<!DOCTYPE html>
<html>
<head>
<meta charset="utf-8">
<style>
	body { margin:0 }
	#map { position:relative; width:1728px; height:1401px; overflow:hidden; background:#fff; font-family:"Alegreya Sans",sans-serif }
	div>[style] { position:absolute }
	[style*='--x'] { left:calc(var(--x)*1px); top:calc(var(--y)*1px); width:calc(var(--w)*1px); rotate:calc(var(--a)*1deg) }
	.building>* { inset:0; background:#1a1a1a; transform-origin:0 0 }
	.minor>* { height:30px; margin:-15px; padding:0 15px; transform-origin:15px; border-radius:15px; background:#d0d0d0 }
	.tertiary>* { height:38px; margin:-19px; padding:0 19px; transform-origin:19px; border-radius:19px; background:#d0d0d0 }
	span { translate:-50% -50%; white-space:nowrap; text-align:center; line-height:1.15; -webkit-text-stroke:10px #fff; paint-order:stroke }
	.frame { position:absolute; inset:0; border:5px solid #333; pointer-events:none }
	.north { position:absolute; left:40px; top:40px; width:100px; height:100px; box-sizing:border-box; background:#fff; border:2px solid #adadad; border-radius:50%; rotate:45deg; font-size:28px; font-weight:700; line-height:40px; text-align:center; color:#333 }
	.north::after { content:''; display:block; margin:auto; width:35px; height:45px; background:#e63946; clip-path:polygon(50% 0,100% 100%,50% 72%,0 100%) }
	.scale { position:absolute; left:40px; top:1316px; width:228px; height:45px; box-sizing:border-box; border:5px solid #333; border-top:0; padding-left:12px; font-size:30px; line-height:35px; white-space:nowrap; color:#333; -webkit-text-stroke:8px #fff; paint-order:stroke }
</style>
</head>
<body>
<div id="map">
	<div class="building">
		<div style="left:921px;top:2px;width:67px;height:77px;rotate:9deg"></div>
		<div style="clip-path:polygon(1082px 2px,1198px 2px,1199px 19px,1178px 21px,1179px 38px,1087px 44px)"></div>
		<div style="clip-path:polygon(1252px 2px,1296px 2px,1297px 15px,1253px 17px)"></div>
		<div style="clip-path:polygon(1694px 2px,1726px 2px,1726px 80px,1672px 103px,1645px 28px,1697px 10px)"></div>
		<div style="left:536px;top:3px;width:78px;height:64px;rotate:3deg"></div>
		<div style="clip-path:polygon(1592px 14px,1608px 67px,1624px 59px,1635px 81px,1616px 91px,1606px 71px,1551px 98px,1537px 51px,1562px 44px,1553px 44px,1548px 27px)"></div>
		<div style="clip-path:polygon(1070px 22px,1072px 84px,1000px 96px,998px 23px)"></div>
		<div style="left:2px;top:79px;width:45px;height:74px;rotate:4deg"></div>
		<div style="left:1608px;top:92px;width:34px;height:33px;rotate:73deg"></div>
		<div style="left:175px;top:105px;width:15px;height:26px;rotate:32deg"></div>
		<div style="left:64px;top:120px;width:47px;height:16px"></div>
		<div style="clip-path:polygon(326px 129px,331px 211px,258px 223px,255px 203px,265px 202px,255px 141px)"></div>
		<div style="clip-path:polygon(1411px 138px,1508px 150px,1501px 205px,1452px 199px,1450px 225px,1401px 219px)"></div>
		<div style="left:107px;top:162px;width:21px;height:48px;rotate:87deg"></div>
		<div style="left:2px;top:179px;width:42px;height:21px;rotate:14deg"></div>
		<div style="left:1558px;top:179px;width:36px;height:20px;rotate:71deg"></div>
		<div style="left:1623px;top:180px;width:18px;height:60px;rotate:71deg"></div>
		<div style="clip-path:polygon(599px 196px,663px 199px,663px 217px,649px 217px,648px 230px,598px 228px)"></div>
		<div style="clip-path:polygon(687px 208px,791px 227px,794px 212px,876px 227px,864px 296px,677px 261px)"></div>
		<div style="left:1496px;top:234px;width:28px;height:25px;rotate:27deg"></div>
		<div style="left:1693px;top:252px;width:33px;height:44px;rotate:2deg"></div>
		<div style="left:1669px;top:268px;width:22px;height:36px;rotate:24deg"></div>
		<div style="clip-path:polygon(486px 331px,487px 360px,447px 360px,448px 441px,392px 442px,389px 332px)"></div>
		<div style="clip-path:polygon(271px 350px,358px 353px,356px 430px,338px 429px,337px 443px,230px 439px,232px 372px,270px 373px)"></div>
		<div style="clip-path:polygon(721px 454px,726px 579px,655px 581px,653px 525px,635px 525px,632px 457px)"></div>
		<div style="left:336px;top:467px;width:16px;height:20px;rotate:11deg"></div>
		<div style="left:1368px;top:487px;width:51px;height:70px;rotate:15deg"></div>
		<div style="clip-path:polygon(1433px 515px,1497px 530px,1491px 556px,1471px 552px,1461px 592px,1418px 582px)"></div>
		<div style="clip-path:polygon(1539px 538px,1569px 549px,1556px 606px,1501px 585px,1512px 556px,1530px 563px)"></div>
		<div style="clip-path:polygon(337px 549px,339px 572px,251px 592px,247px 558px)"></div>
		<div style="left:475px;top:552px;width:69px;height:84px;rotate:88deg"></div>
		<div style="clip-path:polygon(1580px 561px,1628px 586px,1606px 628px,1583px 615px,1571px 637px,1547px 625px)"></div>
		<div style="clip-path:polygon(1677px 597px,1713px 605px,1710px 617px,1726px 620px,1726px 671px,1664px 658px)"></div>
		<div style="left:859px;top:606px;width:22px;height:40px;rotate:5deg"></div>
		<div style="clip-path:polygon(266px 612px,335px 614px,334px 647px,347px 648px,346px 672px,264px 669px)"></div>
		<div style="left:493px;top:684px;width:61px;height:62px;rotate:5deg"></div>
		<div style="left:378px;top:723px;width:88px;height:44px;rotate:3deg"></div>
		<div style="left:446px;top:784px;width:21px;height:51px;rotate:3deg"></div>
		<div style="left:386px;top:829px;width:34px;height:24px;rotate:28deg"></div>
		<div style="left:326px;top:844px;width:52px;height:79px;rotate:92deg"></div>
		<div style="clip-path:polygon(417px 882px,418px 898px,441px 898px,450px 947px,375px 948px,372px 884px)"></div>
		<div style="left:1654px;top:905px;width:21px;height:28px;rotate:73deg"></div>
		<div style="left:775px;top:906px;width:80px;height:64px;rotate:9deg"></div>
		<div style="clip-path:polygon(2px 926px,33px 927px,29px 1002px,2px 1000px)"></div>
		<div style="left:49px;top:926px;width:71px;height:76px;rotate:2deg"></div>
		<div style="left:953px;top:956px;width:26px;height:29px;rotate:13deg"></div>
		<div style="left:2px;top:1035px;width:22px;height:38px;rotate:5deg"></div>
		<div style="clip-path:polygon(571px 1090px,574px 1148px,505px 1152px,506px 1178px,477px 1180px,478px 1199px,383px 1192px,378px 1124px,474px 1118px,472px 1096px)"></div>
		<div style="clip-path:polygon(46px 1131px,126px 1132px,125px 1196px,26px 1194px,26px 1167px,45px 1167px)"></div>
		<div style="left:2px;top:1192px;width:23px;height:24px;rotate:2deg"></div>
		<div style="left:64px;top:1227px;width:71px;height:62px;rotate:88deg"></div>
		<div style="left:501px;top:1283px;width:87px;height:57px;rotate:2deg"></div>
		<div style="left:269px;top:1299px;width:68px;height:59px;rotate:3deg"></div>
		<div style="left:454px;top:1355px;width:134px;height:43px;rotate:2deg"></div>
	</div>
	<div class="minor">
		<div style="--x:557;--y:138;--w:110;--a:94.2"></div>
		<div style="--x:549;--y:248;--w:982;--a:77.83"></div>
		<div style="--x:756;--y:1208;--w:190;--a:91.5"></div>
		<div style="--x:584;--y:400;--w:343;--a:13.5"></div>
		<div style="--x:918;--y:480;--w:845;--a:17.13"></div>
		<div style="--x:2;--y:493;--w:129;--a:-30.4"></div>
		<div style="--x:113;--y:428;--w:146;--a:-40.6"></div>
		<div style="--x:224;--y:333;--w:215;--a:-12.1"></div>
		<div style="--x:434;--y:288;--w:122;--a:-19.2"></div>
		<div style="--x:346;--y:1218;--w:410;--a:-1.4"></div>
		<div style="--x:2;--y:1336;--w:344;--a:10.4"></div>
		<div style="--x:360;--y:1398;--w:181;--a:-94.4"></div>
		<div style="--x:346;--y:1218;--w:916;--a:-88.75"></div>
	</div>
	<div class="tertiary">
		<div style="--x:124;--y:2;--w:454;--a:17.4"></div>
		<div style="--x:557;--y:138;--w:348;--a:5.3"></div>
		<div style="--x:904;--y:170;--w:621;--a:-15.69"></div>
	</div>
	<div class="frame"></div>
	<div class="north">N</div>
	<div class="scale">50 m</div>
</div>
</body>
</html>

# [What to work on]
Given the records above, restate word for word only the lines starting at the one with "129px,331px 211px,258px 223px,255px" and ending at the one with "331px,487px 360px,447px 360px,448px".

# [Answer area]
		<div style="clip-path:polygon(326px 129px,331px 211px,258px 223px,255px 203px,265px 202px,255px 141px)"></div>
		<div style="clip-path:polygon(1411px 138px,1508px 150px,1501px 205px,1452px 199px,1450px 225px,1401px 219px)"></div>
		<div style="left:107px;top:162px;width:21px;height:48px;rotate:87deg"></div>
		<div style="left:2px;top:179px;width:42px;height:21px;rotate:14deg"></div>
		<div style="left:1558px;top:179px;width:36px;height:20px;rotate:71deg"></div>
		<div style="left:1623px;top:180px;width:18px;height:60px;rotate:71deg"></div>
		<div style="clip-path:polygon(599px 196px,663px 199px,663px 217px,649px 217px,648px 230px,598px 228px)"></div>
		<div style="clip-path:polygon(687px 208px,791px 227px,794px 212px,876px 227px,864px 296px,677px 261px)"></div>
		<div style="left:1496px;top:234px;width:28px;height:25px;rotate:27deg"></div>
		<div style="left:1693px;top:252px;width:33px;height:44px;rotate:2deg"></div>
		<div style="left:1669px;top:268px;width:22px;height:36px;rotate:24deg"></div>
		<div style="clip-path:polygon(486px 331px,487px 360px,447px 360px,448px 441px,392px 442px,389px 332px)"></div>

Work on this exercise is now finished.